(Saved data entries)
-- Opening Marker --

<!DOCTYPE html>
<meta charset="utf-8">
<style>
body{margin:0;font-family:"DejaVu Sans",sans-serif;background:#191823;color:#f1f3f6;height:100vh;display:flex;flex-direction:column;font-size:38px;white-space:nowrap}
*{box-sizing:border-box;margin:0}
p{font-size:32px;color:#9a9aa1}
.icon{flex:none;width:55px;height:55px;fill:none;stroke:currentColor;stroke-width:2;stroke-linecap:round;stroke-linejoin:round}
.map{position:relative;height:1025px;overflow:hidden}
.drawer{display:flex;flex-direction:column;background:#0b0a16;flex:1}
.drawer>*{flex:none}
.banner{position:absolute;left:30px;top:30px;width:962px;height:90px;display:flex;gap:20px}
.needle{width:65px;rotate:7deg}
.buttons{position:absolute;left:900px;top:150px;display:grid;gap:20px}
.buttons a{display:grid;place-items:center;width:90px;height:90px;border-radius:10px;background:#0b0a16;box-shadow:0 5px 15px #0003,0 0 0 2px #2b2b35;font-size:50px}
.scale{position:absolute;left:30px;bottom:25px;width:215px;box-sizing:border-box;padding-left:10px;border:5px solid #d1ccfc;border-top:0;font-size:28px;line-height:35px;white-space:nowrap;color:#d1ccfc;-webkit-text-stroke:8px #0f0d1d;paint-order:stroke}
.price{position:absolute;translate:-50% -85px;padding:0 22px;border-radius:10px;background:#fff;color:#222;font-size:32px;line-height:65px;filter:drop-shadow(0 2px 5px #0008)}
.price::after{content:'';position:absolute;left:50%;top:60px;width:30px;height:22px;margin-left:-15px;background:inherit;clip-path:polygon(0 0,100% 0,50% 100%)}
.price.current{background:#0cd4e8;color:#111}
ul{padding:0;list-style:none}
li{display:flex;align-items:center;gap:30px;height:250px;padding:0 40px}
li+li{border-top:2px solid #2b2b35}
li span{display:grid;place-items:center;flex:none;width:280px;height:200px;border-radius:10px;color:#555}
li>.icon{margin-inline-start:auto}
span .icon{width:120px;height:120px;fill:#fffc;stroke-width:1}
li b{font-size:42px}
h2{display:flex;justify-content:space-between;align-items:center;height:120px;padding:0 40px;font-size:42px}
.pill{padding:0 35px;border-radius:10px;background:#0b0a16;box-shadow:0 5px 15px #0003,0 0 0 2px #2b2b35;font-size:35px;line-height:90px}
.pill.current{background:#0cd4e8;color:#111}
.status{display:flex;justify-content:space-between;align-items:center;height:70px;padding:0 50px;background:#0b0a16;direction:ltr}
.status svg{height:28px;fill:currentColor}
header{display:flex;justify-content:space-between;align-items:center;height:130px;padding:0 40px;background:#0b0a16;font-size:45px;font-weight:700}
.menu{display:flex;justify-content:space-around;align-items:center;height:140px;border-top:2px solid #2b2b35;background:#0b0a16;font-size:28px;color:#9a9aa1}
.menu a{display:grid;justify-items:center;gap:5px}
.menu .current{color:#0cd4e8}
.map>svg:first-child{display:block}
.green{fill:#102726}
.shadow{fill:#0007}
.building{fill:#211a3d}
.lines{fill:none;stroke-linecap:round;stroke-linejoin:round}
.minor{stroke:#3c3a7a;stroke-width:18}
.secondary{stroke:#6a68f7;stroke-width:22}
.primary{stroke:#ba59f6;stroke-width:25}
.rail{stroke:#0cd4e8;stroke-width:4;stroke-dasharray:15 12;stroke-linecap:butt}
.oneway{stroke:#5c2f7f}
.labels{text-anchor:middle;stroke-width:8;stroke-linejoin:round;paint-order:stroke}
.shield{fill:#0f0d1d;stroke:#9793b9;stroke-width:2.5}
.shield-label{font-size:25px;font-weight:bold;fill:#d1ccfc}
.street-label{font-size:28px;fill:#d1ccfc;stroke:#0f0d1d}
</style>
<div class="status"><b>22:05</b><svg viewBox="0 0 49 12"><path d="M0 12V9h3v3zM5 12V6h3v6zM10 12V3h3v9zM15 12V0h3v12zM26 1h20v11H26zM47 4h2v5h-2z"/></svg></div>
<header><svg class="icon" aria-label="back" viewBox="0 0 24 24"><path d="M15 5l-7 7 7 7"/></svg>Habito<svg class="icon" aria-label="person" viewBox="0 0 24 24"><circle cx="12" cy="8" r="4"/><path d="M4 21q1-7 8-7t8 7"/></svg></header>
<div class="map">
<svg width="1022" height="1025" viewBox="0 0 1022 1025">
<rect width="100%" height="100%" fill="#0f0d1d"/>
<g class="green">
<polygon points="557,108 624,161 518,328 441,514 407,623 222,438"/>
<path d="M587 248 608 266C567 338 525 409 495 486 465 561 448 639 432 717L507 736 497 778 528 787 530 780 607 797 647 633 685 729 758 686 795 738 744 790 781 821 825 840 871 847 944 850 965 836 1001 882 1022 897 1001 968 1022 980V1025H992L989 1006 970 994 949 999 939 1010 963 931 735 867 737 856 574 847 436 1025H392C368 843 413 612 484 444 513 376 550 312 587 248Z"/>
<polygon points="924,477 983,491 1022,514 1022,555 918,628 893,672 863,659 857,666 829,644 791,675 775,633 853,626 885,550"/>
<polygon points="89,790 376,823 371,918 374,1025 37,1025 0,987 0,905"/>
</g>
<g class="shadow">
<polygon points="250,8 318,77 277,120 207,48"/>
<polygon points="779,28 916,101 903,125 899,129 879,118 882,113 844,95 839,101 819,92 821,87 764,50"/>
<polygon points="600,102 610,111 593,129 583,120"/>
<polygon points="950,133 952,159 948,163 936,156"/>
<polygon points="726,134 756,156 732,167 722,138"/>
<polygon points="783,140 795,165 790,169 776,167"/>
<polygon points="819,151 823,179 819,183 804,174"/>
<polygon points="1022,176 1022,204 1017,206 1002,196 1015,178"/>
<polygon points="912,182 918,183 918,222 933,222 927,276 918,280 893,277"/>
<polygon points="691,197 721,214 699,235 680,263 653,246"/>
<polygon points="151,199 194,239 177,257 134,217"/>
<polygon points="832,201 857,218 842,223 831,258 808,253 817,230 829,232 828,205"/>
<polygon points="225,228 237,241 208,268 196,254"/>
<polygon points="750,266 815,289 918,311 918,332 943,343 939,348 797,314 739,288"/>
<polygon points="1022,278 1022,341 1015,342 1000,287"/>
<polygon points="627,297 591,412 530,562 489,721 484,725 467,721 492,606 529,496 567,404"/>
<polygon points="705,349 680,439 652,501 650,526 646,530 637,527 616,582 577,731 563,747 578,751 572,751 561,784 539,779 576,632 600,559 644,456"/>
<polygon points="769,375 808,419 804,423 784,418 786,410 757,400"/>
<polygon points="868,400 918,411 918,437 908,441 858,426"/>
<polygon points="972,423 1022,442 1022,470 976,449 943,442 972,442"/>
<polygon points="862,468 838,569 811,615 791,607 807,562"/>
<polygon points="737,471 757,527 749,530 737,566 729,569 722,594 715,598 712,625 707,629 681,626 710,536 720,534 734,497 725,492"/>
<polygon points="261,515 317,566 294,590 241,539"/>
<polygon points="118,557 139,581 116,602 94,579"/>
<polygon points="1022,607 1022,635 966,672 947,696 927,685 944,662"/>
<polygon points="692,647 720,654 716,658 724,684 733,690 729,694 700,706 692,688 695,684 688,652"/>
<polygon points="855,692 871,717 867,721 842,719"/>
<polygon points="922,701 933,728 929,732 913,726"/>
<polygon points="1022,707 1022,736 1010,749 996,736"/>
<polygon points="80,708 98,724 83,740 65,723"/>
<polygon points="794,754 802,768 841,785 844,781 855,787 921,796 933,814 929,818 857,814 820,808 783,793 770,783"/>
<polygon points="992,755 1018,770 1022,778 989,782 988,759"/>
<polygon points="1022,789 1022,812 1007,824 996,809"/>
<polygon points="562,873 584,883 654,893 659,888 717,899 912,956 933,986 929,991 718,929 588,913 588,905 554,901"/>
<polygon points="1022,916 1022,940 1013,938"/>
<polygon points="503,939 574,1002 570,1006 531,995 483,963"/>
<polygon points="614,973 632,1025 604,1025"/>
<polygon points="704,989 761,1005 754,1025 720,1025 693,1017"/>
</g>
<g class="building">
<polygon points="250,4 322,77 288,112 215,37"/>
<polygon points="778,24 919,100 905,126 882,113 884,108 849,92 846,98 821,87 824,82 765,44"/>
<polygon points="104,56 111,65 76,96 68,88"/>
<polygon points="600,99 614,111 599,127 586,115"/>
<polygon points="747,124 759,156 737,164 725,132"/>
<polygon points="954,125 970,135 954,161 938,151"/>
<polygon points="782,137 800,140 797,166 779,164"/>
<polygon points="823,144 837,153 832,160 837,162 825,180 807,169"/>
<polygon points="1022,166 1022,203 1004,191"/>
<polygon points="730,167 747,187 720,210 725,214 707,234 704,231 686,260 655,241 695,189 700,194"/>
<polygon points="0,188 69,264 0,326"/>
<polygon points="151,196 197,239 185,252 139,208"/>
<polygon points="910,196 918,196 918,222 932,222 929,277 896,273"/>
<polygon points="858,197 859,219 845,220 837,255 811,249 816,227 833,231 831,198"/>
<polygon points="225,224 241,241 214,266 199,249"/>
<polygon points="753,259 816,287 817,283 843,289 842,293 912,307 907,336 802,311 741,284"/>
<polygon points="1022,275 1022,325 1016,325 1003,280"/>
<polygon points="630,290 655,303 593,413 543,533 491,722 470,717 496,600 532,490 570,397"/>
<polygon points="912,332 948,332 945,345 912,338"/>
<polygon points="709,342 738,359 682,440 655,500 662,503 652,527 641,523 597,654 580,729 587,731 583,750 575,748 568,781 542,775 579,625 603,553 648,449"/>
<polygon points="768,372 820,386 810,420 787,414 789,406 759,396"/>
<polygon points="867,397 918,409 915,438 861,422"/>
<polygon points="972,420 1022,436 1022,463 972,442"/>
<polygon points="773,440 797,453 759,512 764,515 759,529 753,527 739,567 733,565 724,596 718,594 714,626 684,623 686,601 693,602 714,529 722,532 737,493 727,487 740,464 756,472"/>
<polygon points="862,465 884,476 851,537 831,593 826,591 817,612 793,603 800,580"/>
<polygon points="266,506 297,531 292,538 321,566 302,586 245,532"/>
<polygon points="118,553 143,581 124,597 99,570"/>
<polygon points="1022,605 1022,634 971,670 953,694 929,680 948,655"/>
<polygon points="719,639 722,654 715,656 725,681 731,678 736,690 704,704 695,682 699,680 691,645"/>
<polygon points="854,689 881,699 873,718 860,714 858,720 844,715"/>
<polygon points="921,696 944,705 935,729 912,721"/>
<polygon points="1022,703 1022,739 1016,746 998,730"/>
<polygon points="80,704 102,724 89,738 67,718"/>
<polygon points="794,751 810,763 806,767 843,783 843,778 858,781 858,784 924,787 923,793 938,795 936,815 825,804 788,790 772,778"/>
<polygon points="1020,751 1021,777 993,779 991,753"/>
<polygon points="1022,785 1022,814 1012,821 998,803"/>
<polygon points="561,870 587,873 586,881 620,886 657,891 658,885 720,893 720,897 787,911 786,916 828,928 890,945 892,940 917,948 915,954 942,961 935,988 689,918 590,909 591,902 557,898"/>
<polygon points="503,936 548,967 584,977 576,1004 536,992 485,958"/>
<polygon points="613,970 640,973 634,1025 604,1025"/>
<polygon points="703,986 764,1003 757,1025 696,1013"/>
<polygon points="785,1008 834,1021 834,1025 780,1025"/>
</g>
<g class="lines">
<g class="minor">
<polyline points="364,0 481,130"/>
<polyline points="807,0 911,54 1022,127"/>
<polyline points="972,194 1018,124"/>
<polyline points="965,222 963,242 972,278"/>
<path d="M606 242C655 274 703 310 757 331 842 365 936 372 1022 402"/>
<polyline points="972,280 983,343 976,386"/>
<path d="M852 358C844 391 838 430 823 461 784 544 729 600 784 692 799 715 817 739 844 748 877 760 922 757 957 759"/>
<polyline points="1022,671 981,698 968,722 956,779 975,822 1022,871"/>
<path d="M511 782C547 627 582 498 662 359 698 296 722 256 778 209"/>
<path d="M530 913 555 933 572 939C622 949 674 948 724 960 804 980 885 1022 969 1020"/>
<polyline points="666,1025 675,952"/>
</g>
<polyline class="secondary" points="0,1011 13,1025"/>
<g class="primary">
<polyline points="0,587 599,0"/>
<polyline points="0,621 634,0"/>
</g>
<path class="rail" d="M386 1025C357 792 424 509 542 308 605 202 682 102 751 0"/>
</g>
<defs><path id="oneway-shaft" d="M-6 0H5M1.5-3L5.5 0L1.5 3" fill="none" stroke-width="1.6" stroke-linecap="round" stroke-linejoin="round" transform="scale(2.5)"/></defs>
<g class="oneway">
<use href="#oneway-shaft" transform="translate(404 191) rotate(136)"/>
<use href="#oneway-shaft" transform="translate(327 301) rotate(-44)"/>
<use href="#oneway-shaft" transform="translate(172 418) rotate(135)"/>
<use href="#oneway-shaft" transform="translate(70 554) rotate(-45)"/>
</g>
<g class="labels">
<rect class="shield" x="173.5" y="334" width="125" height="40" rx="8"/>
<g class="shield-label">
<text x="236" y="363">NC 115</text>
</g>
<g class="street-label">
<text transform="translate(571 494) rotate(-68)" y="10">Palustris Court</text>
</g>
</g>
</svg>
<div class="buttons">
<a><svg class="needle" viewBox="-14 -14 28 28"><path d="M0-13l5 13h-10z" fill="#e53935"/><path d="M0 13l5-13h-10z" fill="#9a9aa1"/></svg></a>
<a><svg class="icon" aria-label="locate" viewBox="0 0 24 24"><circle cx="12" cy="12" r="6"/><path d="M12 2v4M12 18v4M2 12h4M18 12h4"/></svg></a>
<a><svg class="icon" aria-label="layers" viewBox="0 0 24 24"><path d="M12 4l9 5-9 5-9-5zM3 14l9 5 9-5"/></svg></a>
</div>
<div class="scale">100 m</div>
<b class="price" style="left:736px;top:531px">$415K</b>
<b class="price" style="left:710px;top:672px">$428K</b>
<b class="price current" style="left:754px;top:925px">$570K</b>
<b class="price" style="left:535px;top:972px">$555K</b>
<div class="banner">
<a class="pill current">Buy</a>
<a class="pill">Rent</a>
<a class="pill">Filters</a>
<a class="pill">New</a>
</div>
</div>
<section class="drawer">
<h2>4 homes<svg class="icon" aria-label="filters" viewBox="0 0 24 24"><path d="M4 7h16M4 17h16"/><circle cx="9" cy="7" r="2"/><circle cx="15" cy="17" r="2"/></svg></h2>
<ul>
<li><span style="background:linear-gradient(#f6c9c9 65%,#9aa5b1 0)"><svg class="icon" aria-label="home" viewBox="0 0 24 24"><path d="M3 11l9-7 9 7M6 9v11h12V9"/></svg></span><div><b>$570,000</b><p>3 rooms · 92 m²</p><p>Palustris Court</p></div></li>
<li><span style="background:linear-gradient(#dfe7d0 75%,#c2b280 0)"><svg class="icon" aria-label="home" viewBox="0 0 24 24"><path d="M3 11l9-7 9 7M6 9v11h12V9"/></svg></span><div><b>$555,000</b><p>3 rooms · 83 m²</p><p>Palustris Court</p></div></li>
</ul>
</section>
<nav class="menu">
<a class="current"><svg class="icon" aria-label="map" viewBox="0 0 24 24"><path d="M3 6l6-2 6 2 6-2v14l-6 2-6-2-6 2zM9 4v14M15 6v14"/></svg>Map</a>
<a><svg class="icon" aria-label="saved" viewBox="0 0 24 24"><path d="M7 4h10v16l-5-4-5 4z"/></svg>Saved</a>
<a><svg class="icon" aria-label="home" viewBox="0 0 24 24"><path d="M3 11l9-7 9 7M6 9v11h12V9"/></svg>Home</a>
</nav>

-- Closing Marker --

### Task description
Report all lines of the data that include the word "href".

### Response to this exercise
<use href="#oneway-shaft" transform="translate(404 191) rotate(136)"/>
<use href="#oneway-shaft" transform="translate(327 301) rotate(-44)"/>
<use href="#oneway-shaft" transform="translate(172 418) rotate(135)"/>
<use href="#oneway-shaft" transform="translate(70 554) rotate(-45)"/>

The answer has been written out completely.